@ClaryFairchild
If I compare it to when I was a child, then being hit, bloody hard, was a consequence for anything resembling bad behaviour, or just being around when your parent was in a bad mood. A lot of children were, quite frankly, terrorised into submission, and society is paying the price for it now with a lot of mental health problems.
Some of these children are now parents and don't know how to be firm without going over board, they were never taught what loving discipline was. They don't want to parent like their parents did so take a to gentle approach. So their children run wild.
I think there is a lot of truth in this. And the literature is only beginning to catch up.
Most positive parenting/collaborative parenting resources are written with an overly controlling audience in mind. We all lean slightly one way or the other (too controlling/authoritarian vs too permissive) and apparently the split is 80:20 with too authoritarian being the majority. Cultural norms and the parenting that we experienced as children (so, what we have learned about "good parenting") are also likely to lean authoritarian over permissive.
Therefor a lot of positive/gentle/collaborative resources are written as "how to be less controlling" - have fewer boundaries, only make the boundary for good reason, uphold a boundary without conflict, loosen your boundary to let your child have more freedom as long as it doesn't matter, consider your child's perspective.
If you're naturally too controlling then these things are helpful as they help calibrate you towards the middle which is balanced. For example, when getting your child dressed, you may have previously been quite uptight about which colours go together, and you may take this advice and see actually, it doesn't matter - let them choose red top and orange trousers together if that is what they want to wear.
The problem is the 20% of parents who default to too-permissive. And that's an old stat - 20% is a sizeable minority, so it might still be correct but I wonder if it's not even more prevalent today due to this backlash, wanting to do things differently to the way our parent's generation did things. Or we're just seeing an overrepresentation because more of the 20% will be drawn to ideas/labels like "gentle" "respectful" and fewer of the 80% are because they can come across as weak or ineffective.
If you lean permissive perhaps due to people-pleasing tendencies your parenting might look a bit like this:
Only have a boundary when you really have to, because conflict is scary and upsetting your child seems mean so it needs to really be necessary.
Uphold boundaries in underhand ways such as distraction or prevention without explanation/discussion because that is drawing attention to something you may rather avoid
Boundary is right at the edge of what's acceptable because you are hoping that the child will magically do the right thing so you don't need to uphold the boundary at all
Child's needs/wants come before mine because my needs were so ignored as a child
So you can see that this advice: Have fewer boundaries, looser boundaries, be more gentle in enforcing them, consider child's needs more - this is all going the wrong way and doesn't help calibrate at all. The result is that parents end up in crisis because their already-loose boundaries are even looser, the way they try to enforce them is really unclear and ineffective, they feel guilty if they ever have a need that conflicts with their child, and they become completely irate and frustrated when their child, mystified by this lack of leadership, doesn't automatically comply when the parent does occasionally try to force a limit, and the parent ends up feeling resentful: I do so much for you, I let you have so much, I am asking for one thing back and you don't give it to me.

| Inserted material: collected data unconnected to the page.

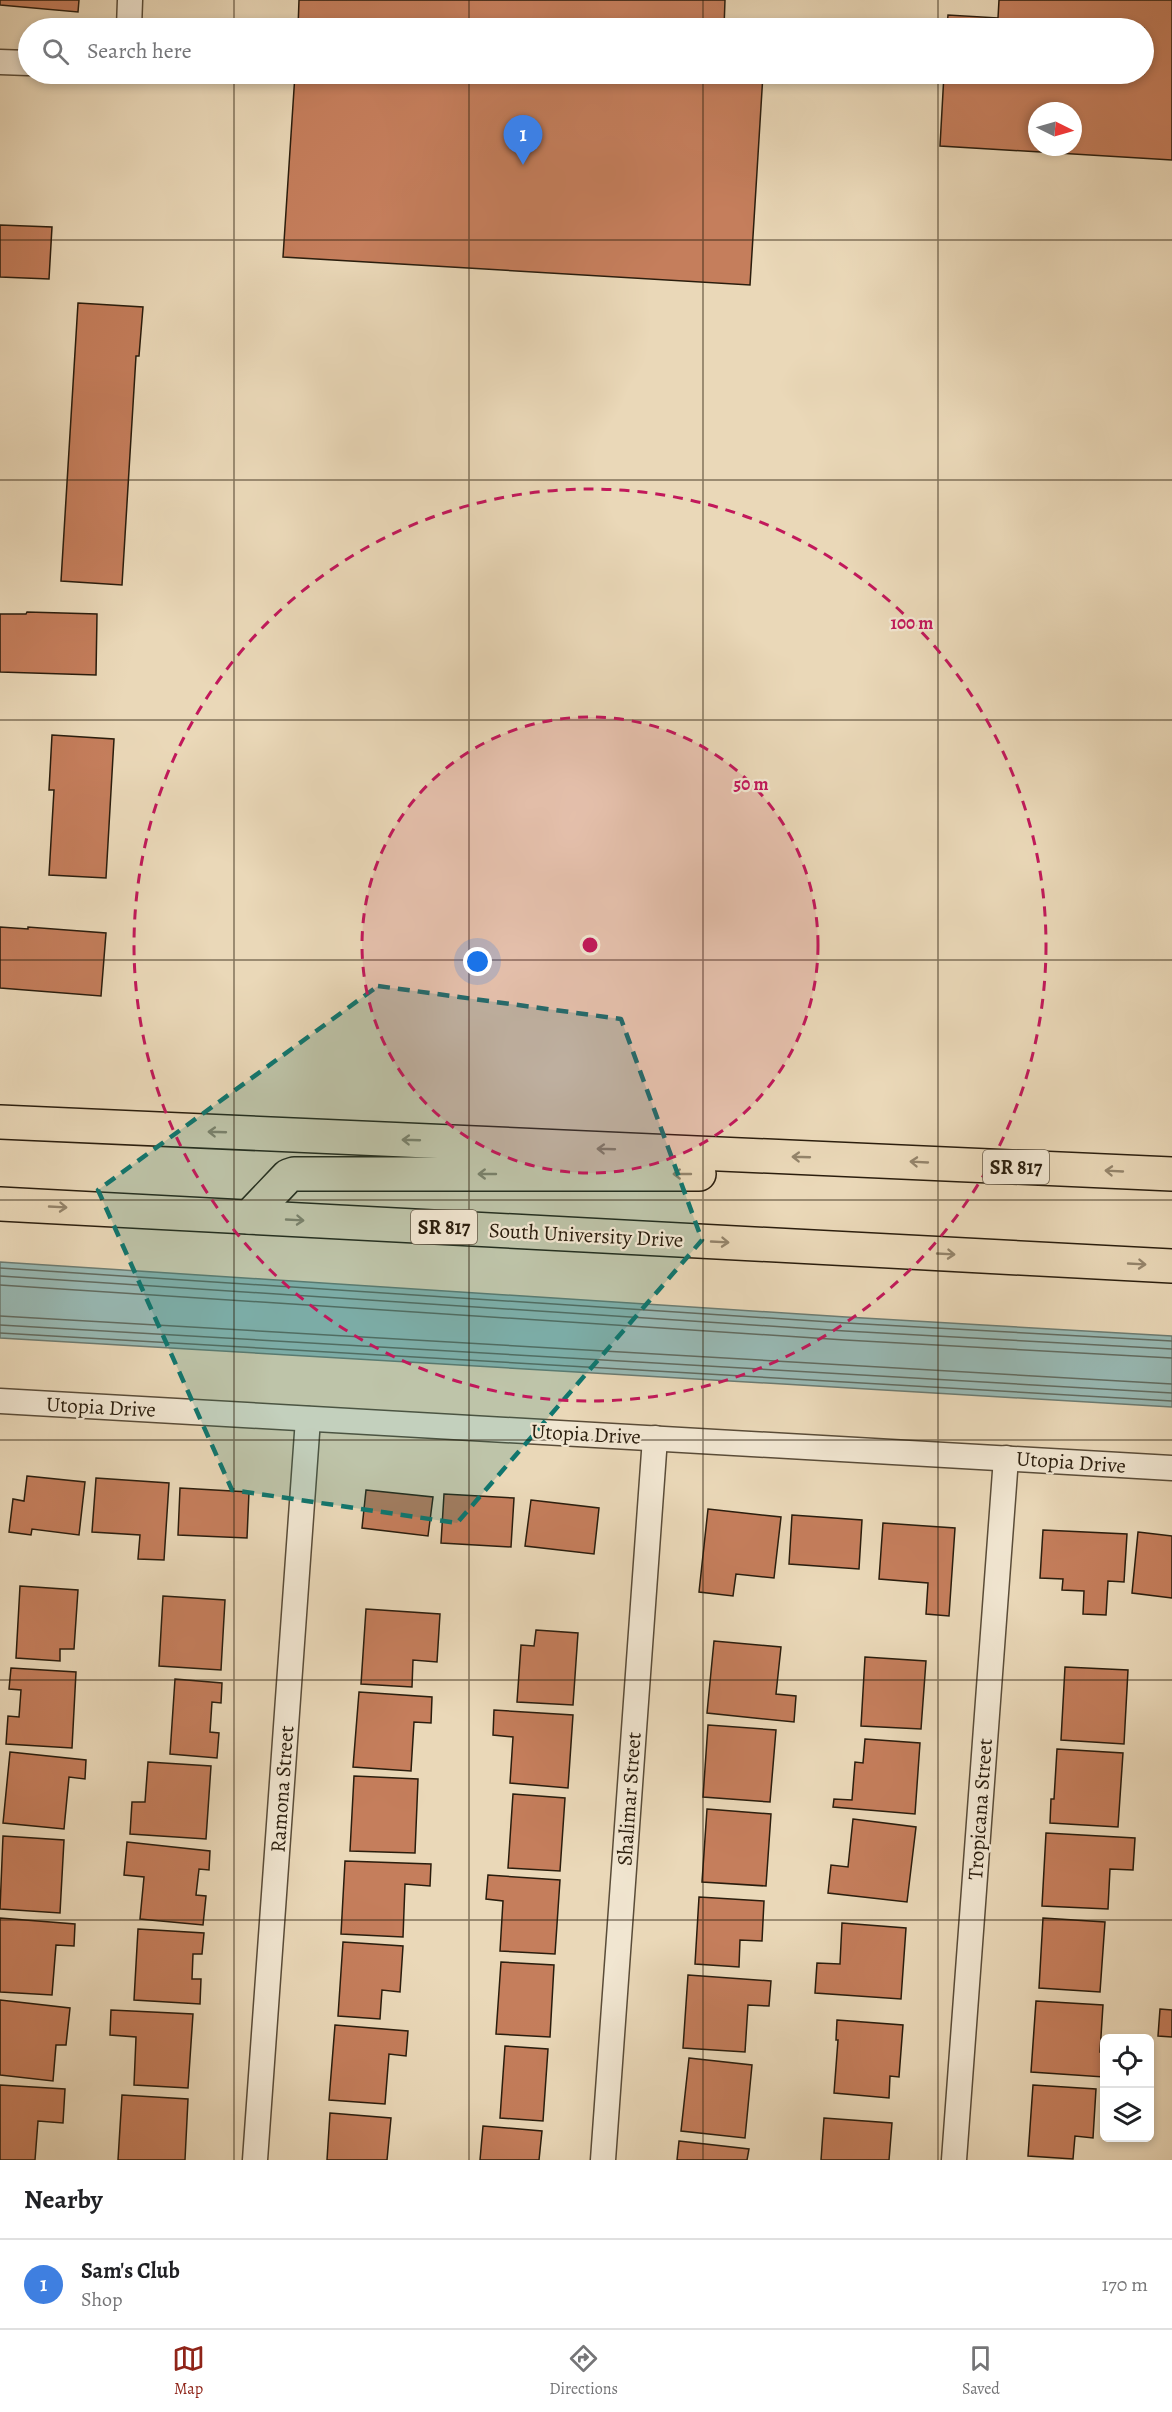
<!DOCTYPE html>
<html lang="en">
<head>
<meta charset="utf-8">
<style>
	body { margin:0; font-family:Alegreya,serif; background:#f2f2f2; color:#202124 }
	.controls { position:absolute; right:18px; bottom:18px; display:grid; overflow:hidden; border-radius:9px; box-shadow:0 3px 9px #0003 }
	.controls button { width:54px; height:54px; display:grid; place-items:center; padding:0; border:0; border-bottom:2px solid #e0e0e0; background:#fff; color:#202124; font:30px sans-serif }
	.compass { position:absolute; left:1028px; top:102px; width:54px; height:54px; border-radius:50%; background:#fff; box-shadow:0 3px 9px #0003; rotate:95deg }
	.you { position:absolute; left:478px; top:962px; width:21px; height:21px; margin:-15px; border:4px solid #fff; border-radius:50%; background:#1a73e8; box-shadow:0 0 0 9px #1a73e833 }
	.badge { display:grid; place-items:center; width:39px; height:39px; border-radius:50%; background:#8f2418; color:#fff; font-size:20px; font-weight:700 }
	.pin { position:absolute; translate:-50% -50px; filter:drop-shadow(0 2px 3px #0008) }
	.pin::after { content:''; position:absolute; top:32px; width:21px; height:18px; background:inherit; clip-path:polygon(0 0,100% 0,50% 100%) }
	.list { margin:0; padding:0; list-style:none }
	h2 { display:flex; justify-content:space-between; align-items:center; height:78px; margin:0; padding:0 24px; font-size:26px }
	h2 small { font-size:20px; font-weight:400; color:#757577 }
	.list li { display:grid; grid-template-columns:39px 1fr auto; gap:18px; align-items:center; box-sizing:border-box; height:90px; padding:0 24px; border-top:2px solid #e0e0e0 }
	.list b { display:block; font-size:22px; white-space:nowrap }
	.list p { margin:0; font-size:20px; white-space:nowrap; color:#757577 }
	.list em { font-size:20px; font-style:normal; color:#757577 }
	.icon { flex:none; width:33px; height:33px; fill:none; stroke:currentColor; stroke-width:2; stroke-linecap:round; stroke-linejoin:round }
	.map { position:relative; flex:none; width:1172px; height:2160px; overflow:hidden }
	.search { position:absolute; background:#fff; box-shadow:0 3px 9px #0003; left:18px; right:18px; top:18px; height:66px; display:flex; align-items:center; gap:15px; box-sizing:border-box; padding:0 21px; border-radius:33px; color:#757577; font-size:22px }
	.sheet { height:168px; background:#fff }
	nav { display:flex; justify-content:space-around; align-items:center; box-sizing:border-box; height:84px; border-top:2px solid #e0e0e0; background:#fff; font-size:16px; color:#757577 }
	nav a { display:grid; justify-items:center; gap:3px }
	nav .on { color:#8f2418 }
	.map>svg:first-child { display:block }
	.water { fill:#98b9b4; stroke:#6c7b71; stroke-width:1.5 }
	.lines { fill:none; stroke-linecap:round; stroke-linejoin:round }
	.shore { stroke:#616b60; stroke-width:1.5 }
	.building { fill:#c57e5c; stroke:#2a1d0d; stroke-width:1.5; fill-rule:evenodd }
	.street-casing { stroke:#5a4c38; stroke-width:27 }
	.primary-casing { stroke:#2a1d0d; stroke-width:36 }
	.street { stroke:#f1e6d1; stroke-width:24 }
	.primary { stroke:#ead8b8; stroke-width:33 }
	.oneway { stroke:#94846b }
	.marked { fill:#0f766e; fill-opacity:0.2; stroke:#0f766e; stroke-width:4.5; stroke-dasharray:12 8; stroke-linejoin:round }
	.grid { fill:none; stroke:#2a1d0d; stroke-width:1.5; stroke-opacity:0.55 }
	.ring { fill:none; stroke:#c2185b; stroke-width:3; stroke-dasharray:10 8 }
	.labels { text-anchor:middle; stroke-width:4.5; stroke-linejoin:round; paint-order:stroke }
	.shield { fill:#f1e6d1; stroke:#665948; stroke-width:1.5 }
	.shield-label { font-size:20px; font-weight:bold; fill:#2a1d0d }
	.street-label { font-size:21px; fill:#2a1d0d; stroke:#f1e6d1 }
	.centre { fill:#c2185b; stroke:#f1e6d1; stroke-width:3 }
	.ring-label { font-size:18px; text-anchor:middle; font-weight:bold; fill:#c2185b; stroke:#f1e6d1; stroke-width:4.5; stroke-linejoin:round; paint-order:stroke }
</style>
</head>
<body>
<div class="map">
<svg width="1172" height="2160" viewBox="0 0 1172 2160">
	<rect width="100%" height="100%" fill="#ead8b8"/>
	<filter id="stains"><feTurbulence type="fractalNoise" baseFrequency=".00333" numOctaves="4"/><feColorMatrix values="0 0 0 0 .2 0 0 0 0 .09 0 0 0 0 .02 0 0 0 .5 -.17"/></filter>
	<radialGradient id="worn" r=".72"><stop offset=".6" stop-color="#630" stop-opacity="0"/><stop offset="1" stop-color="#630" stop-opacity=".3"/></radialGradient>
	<path class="water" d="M 0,1262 L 846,1317 L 1172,1336 L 1172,1407 L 0,1338 Z"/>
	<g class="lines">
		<g class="shore">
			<path d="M 0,1268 L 846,1323 L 1172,1341"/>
			<path d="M 0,1276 L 845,1331 L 1172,1349"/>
			<path d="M 0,1285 L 845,1340 L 1172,1358"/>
			<path d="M 0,1316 L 1172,1384"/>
			<path d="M 0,1325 L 1172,1393"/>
			<path d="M 0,1333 L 1172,1401"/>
		</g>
	</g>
	<g class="building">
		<path d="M 0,0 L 79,0 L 78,12 L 0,5 Z"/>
		<path d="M 299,0 L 725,0 L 724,28 L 298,28 Z"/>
		<path d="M 999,0 L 1172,0 L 1172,160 L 940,146 L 944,74 L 1144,74 L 1144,28 L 947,28 L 948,15 L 998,18 ZM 1037,111 L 1073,111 L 1073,147 L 1037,147 Z"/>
		<path d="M 295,74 L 763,74 L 750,285 L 283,257 Z"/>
		<path d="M 0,225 L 52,227 L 49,279 L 0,277 Z"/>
		<path d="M 78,303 L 143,307 L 139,356 L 136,356 L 122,585 L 61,581 Z"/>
		<path d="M 27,612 L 97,614 L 96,675 L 0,672 L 0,614 L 26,614 Z"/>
		<path d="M 52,735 L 114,739 L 106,878 L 49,875 L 54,790 L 49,790 Z"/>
		<path d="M 0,927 L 28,929 L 28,927 L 106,933 L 101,996 L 0,988 Z"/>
		<path d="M 27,1476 L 85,1482 L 79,1535 L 32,1529 L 31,1535 L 9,1532 L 13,1499 L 24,1501 Z"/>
		<path d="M 96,1478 L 169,1483 L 164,1560 L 138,1559 L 140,1535 L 92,1532 Z"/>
		<path d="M 180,1488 L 249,1492 L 247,1538 L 178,1535 Z"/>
		<path d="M 366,1490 L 433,1497 L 428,1536 L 362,1528 Z"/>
		<path d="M 444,1494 L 514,1498 L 511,1547 L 441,1543 Z"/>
		<path d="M 531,1500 L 599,1508 L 594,1554 L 525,1546 Z"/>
		<path d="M 708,1509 L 781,1517 L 774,1578 L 736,1574 L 733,1596 L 699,1592 Z"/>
		<path d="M 792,1515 L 862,1520 L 859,1569 L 789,1564 Z"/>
		<path d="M 883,1523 L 955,1528 L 949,1616 L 926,1614 L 928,1583 L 879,1579 Z"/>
		<path d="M 1043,1530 L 1127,1534 L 1124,1582 L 1108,1581 L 1106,1615 L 1083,1614 L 1084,1591 L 1062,1590 L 1063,1579 L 1040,1578 Z"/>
		<path d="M 1138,1532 L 1172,1536 L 1172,1598 L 1132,1593 Z"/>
		<path d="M 20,1586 L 78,1590 L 74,1649 L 60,1649 L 60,1661 L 16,1658 Z"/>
		<path d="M 163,1596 L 225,1600 L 221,1670 L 159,1666 Z"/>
		<path d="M 366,1609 L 440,1614 L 437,1662 L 413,1660 L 412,1687 L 361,1684 Z"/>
		<path d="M 536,1630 L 578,1633 L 573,1705 L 517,1702 L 521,1645 L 534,1646 Z"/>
		<path d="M 714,1641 L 781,1647 L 776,1694 L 796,1696 L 794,1722 L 707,1713 Z"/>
		<path d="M 865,1657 L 926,1661 L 921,1729 L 861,1726 Z"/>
		<path d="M 1065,1667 L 1128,1670 L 1124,1744 L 1061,1740 Z"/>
		<path d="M 11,1668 L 76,1672 L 72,1748 L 6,1744 L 8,1716 L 19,1717 L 21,1690 L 9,1689 Z"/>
		<path d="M 175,1679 L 222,1683 L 221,1703 L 212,1702 L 210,1732 L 219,1733 L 217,1758 L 170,1754 Z"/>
		<path d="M 359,1692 L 432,1697 L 431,1723 L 414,1722 L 411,1771 L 353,1767 Z"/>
		<path d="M 494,1710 L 573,1715 L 568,1788 L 510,1783 L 513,1737 L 493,1735 Z"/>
		<path d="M 708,1725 L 776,1730 L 770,1802 L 703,1797 Z"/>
		<path d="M 865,1739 L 920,1743 L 915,1814 L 833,1807 L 834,1799 L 852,1800 L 855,1762 L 863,1763 Z"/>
		<path d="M 1057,1749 L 1123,1753 L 1118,1827 L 1050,1823 L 1051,1799 L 1054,1799 Z"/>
		<path d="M 10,1752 L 86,1760 L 85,1779 L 69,1777 L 64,1829 L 3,1823 Z"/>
		<path d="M 148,1762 L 211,1766 L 206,1839 L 130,1834 L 132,1802 L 145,1802 Z"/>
		<path d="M 354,1776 L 418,1779 L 415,1853 L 350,1851 Z"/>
		<path d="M 513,1794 L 565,1798 L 560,1871 L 508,1868 Z"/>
		<path d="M 707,1809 L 771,1814 L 766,1886 L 702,1882 Z"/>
		<path d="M 853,1819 L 916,1827 L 907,1902 L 828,1893 L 831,1865 L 848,1867 Z"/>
		<path d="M 1046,1833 L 1135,1838 L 1133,1870 L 1110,1869 L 1108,1909 L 1042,1906 Z"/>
		<path d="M 3,1836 L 64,1840 L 60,1913 L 0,1909 Z"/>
		<path d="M 127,1842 L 210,1851 L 209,1870 L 199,1869 L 196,1895 L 206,1896 L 203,1925 L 140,1919 L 144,1877 L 124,1875 Z"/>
		<path d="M 345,1861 L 431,1864 L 430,1886 L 405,1884 L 403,1937 L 341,1934 Z"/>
		<path d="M 488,1875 L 560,1880 L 555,1954 L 500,1951 L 503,1901 L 486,1899 Z"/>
		<path d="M 699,1897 L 764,1901 L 762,1941 L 740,1940 L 739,1967 L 695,1964 Z"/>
		<path d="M 0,1918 L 75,1924 L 74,1946 L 56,1945 L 52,1995 L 0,1992 Z"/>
		<path d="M 1043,1918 L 1105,1922 L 1100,1992 L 1039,1988 Z"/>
		<path d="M 842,1923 L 906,1928 L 901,1999 L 815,1993 L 817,1963 L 840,1964 Z"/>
		<path d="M 138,1929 L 204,1933 L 202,1954 L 193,1954 L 192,1979 L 201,1979 L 200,2004 L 134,2000 Z"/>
		<path d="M 343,1942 L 403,1946 L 400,1992 L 382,1990 L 380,2019 L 338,2016 Z"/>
		<path d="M 501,1962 L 554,1965 L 550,2037 L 496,2034 Z"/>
		<path d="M 688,1975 L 771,1981 L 769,2006 L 748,2005 L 745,2052 L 683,2048 Z"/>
		<path d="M 0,2000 L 70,2008 L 66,2045 L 56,2045 L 53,2081 L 0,2075 Z"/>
		<path d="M 1036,2001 L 1103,2005 L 1100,2052 L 1104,2052 L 1104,2077 L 1031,2072 Z"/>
		<path d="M 1160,2009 L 1172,2010 L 1172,2037 L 1158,2036 Z"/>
		<path d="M 111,2010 L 193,2014 L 188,2088 L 134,2085 L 136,2037 L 110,2035 Z"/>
		<path d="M 837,2020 L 903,2025 L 899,2077 L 890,2076 L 889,2098 L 834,2093 L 838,2040 L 836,2040 Z"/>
		<path d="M 335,2025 L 408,2031 L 406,2056 L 389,2054 L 385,2104 L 329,2100 Z"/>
		<path d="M 505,2046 L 548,2049 L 543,2121 L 500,2118 Z"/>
		<path d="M 689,2058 L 752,2065 L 745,2138 L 681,2131 Z"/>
		<path d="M 0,2085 L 65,2089 L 63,2123 L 38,2121 L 35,2160 L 0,2160 Z"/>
		<path d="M 1033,2085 L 1096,2089 L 1093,2138 L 1075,2136 L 1073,2159 L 1028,2156 Z"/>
		<path d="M 122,2095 L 188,2099 L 185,2160 L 118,2160 Z"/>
		<path d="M 330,2113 L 391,2118 L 387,2160 L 327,2160 Z"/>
		<path d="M 824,2118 L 892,2123 L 889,2160 L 821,2160 Z"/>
		<path d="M 483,2126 L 542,2131 L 539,2160 L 480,2160 Z"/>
		<path d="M 679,2141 L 749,2149 L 747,2160 L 677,2160 Z"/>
	</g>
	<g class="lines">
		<g class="street-casing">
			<g id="street">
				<path d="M 129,28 L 130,0"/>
				<path d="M 0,62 L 28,63"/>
				<path d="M 0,1401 L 1172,1468"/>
				<path d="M 255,2160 L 308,1419"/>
				<path d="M 603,2160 L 655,1438"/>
				<path d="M 954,2160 L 1006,1458"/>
			</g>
		</g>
		<g class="primary-casing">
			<g id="primary">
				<path d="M 0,1122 L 1172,1174"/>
				<path d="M 0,1204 L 1172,1266"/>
				<path d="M 249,1217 L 288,1176 L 294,1174 L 699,1174"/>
			</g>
		</g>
		<use href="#street" class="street"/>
		<use href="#primary" class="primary"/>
	</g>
	<defs><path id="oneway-shaft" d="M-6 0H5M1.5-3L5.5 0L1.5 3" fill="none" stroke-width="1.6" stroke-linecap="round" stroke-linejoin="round" transform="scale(1.5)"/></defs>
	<g class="oneway">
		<use href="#oneway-shaft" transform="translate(217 1132) rotate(-178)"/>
		<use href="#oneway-shaft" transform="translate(411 1140) rotate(-178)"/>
		<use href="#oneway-shaft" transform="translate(606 1149) rotate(-178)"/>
		<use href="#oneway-shaft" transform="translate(801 1157) rotate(-178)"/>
		<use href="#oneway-shaft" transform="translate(919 1162) rotate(-177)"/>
		<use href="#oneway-shaft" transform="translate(1114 1171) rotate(-177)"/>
		<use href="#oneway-shaft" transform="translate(487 1174) rotate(-180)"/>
		<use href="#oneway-shaft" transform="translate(682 1174) rotate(180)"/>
		<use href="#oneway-shaft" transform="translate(58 1207) rotate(3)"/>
		<use href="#oneway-shaft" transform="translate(295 1220) rotate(3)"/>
		<use href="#oneway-shaft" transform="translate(720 1242) rotate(3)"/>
		<use href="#oneway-shaft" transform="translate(946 1254) rotate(3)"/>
		<use href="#oneway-shaft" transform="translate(1137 1264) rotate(3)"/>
	</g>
	<path class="marked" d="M 378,986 L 621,1019 L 702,1240 L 457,1523 L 232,1490 L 98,1190 Z"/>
	<path class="grid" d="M 234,0 L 234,28M 469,0 L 469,28M 703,0 L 703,28M 938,0 L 938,28M 234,74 L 234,2160M 469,74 L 469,2160M 703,74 L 703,2160M 938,74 L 938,2160M 0,240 L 1172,240M 0,480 L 1172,480M 0,720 L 1172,720M 0,960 L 1172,960M 0,1200 L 1172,1200M 0,1440 L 1172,1440M 0,1680 L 1172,1680M 0,1920 L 1172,1920"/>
	<circle cx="590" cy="945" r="228" fill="#c2185b" fill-opacity=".12"/>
	<g class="ring">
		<circle cx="590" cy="945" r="228"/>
		<circle cx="590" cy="945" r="456"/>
	</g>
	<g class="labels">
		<g class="shield">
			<rect x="983" y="1150" width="66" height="34" rx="4.5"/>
			<rect x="411" y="1210" width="66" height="34" rx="4.5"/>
		</g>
		<g class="shield-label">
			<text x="1016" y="1174">SR 817</text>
			<text x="444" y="1234">SR 817</text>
		</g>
		<g class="street-label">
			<text transform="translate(586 1235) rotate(3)" y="7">South University Drive</text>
			<text transform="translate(101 1407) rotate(3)" y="7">Utopia Drive</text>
			<text transform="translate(586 1434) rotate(3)" y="7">Utopia Drive</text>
			<text transform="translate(1071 1462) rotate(4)" y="7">Utopia Drive</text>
			<text transform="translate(282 1789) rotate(-86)" y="7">Ramona Street</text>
			<text transform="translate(629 1799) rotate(-86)" y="7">Shalimar Street</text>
			<text transform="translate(980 1809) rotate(-86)" y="7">Tropicana Street</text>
		</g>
	</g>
	<circle cx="590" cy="945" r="9" class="centre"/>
	<g class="ring-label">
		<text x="912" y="629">100 m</text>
		<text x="751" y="790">50 m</text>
	</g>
	<rect width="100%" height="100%" filter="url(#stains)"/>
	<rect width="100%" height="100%" fill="url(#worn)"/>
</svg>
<div class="controls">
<button><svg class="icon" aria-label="locate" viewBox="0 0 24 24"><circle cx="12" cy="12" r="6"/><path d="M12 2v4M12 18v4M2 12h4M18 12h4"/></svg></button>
<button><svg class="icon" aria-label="layers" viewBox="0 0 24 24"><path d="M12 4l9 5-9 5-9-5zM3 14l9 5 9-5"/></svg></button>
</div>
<svg class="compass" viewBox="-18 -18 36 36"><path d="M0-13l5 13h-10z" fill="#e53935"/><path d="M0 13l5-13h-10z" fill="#757577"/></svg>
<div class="you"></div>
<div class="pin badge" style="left:523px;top:165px;background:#3f7fe0">1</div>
<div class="search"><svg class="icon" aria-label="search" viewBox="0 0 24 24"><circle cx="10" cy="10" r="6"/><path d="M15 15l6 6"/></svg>Search here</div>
</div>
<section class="sheet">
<h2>Nearby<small></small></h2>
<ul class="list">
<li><span class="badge" style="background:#3f7fe0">1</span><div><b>Sam's Club</b><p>Shop</p></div><em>170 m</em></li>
</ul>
</section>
<nav>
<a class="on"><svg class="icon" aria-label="map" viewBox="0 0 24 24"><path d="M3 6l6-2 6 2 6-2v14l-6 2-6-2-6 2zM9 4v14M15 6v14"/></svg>Map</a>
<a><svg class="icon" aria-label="directions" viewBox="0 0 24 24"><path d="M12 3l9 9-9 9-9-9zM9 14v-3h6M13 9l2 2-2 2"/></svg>Directions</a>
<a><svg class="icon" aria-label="saved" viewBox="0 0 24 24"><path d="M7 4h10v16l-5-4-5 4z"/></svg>Saved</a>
</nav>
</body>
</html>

It doesn't work, it's not balanced because it needs to be recalibrated the other way - parent needs permission to centre themselves (put own oxygen mask on first) and have tighter, clearer and more frequent boundaries because this helps the parent to uphold them in a calm and confident way which makes kids feel safe. But very very few of the resources for gentle parenting explain this or offer any useful information about it. Sometimes there is something vague about not being a martyr and filling up your own cup, but it's never spelled out about the difference between default-controlling vs default-permissive and how this affects boundaries in particular. The other gentle/positive/etc techniques work really well so most people won't abandon the method completely, but will always struggle with boundaries until they have this realisation.
In this example the parent would never have tried to restrict their child's clothing choice to begin with, so in following the advice to "only make boundaries that matter" may decide to let their child stay in pyjamas because they don't really want to get dressed and since they are at home, it doesn't really matter, does it? But then struggle later, because they need to leave the house and now they have more steps to complete before they are able to leave and the child is very resistant. Whereas for the controlling parent (who is now more balanced and in the middle) it wouldn't have even occurred to them to bypass getting dressed, getting dressed is something that needs to be done, and therefore they may still have resistance later when it is time to go out, but resistance over something like a coat, shoes or car seat is much easier to deal with than resistance over every single piece of clothing AND coat AND shoes AND car seat.